HOW TO INDEX DOCUMENTS

By Mark Mandel posted 05-13-2010 11:32

Recommend

Building on my last post about how to pick a scanner, this blog targets indexing methods.

Indexing is required so that your users can find the documents and records that are stored in the ECM system. There is a tradeoff between too few and too many index fields; too few and you may not be able to locate documents easily; too many and it is difficult and expensive to capture the index data. Typically a balance is struck so that somewhere between 5 and 10 index fields are captured.

Ideally, in order to capture a paper or electronic document into your ECM system, you won’t have to index at all. This ideal is achieved when the business process that captures the document indexes it automatically. For example, a user fills out an application online and submits it electronically. The system knows what form it is and processes it automatically. Another example is at a doctor’s office when you are asked for an insurance card. The receptionist scans your card and the information is read automatically.

As we design our business processes using our ECM products and associated tools, this type of automatic recognition and indexing should be the end goal. However, in many cases this ideal cannot be achieved, either because you are receiving paper documents that are not under your control, or perhaps because that new system is not fully implemented yet.

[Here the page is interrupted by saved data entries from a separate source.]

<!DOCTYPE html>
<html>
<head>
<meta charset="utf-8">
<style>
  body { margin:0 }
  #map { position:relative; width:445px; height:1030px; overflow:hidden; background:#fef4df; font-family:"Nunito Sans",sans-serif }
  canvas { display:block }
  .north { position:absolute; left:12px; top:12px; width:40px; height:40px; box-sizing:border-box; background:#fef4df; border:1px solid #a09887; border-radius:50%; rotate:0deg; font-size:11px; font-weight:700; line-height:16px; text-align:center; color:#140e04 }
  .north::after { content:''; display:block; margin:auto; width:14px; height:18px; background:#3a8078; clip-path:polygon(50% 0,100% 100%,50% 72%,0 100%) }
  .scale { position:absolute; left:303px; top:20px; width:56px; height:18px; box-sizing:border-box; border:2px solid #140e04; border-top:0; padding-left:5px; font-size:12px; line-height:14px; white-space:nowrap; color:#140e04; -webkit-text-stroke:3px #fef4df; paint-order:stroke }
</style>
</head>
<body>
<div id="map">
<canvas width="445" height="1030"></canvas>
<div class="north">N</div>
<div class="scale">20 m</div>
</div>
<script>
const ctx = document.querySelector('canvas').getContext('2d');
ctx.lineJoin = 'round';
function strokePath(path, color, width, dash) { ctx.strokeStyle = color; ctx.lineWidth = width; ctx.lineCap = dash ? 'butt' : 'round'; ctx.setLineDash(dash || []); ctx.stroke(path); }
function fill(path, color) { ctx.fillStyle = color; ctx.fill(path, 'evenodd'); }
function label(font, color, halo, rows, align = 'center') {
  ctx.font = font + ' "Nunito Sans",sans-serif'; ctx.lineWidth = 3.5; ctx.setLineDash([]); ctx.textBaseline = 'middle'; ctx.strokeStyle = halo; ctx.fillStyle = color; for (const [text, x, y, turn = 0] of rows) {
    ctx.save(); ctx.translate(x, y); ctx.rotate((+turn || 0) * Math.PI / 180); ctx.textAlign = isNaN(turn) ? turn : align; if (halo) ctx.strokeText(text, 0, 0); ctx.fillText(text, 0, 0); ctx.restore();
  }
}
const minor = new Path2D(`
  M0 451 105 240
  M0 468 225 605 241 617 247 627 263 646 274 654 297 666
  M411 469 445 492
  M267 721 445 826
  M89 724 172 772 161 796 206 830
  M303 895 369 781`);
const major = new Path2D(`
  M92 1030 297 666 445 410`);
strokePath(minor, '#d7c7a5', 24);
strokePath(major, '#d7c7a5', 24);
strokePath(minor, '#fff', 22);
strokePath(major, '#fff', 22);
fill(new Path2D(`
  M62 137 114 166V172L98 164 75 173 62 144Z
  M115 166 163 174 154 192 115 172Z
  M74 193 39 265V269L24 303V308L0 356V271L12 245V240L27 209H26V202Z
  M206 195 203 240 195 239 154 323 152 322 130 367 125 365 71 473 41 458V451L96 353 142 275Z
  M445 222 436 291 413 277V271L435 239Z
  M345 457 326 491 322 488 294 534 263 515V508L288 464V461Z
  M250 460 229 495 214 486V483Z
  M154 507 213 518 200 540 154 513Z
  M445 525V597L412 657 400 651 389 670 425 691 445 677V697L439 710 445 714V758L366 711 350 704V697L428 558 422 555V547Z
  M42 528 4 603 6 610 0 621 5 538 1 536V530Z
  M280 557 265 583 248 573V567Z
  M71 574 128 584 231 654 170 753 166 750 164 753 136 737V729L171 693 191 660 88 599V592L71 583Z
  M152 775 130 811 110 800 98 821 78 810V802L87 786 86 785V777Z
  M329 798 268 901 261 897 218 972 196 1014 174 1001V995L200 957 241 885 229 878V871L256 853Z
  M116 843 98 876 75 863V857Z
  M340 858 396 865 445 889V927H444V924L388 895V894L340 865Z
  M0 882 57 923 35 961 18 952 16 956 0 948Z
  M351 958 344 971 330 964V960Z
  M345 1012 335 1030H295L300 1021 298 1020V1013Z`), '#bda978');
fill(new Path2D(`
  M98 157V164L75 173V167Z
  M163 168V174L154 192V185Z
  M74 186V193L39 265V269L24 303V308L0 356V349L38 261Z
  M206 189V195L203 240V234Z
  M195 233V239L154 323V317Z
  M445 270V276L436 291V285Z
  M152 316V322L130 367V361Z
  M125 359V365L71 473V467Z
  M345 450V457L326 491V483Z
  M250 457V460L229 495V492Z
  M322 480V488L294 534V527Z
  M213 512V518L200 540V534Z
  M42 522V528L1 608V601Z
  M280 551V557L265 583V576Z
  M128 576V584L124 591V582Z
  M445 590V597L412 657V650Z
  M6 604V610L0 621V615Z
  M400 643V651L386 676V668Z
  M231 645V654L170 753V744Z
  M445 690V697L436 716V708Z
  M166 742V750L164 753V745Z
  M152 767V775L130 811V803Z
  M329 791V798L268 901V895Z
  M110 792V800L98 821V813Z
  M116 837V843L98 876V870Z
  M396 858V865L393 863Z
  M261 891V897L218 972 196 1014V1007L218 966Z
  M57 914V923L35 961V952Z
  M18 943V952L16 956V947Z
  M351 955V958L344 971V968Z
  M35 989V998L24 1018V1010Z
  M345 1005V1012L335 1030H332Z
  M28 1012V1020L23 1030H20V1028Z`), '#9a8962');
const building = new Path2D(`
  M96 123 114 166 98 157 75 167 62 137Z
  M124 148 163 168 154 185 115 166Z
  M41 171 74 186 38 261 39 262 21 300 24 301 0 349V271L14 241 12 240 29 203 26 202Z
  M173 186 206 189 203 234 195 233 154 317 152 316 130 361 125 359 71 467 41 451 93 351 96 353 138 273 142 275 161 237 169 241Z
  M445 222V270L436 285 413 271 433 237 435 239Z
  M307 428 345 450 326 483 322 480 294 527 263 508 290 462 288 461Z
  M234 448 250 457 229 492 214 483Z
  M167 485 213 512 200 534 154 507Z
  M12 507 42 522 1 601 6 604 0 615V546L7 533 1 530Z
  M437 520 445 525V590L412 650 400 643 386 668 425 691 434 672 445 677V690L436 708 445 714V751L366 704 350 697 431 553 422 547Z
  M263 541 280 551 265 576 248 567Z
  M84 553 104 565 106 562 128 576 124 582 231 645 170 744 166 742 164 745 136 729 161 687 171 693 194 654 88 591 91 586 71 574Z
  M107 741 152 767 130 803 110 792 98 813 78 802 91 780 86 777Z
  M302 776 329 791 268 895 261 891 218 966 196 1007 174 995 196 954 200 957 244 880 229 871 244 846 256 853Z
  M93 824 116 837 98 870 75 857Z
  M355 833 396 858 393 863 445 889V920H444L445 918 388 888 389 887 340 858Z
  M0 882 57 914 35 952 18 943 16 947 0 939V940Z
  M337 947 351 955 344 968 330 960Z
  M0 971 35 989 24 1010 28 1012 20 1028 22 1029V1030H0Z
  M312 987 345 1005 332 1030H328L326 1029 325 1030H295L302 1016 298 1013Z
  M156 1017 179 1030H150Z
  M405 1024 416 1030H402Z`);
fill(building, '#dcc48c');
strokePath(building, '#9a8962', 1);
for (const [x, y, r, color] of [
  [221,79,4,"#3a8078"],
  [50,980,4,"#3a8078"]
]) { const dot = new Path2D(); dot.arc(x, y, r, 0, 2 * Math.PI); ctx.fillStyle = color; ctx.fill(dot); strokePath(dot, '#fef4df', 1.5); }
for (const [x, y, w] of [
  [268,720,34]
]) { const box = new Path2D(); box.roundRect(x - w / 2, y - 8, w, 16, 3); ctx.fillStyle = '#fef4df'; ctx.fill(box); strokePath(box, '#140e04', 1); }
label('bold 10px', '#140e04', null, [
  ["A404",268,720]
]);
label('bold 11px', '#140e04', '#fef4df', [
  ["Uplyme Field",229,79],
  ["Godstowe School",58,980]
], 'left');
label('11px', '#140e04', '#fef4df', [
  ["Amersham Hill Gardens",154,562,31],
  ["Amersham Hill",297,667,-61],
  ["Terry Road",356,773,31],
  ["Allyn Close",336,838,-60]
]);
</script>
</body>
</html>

When your organization is receiving paper documents that have to be scanned and indexed, there are a number of options to choose from. The advantages and disadvantages of each option depend on your specific environment. Let’s explore how to determine which approach works best for you. The labor required to index documents is often one of the most expensive ongoing operational costs for an ECM system, so optimizing this process is very important.

Manual Index From Image

The traditional method of indexing incoming paper documents is to use an “Index from Image” paradigm. In this paradigm documents are scanned, often using patch pages or barcodes to delineate the start of a new document, and then indexed from a “heads up” imaging workstation.

This process may be part of a fairly high volume capture workflow, where batches of documents are routed to indexing stations. Data entry operators enter index data while viewing the image. Often the image viewer is optimized to zoom into the appropriate section of the image to help the operator see the information.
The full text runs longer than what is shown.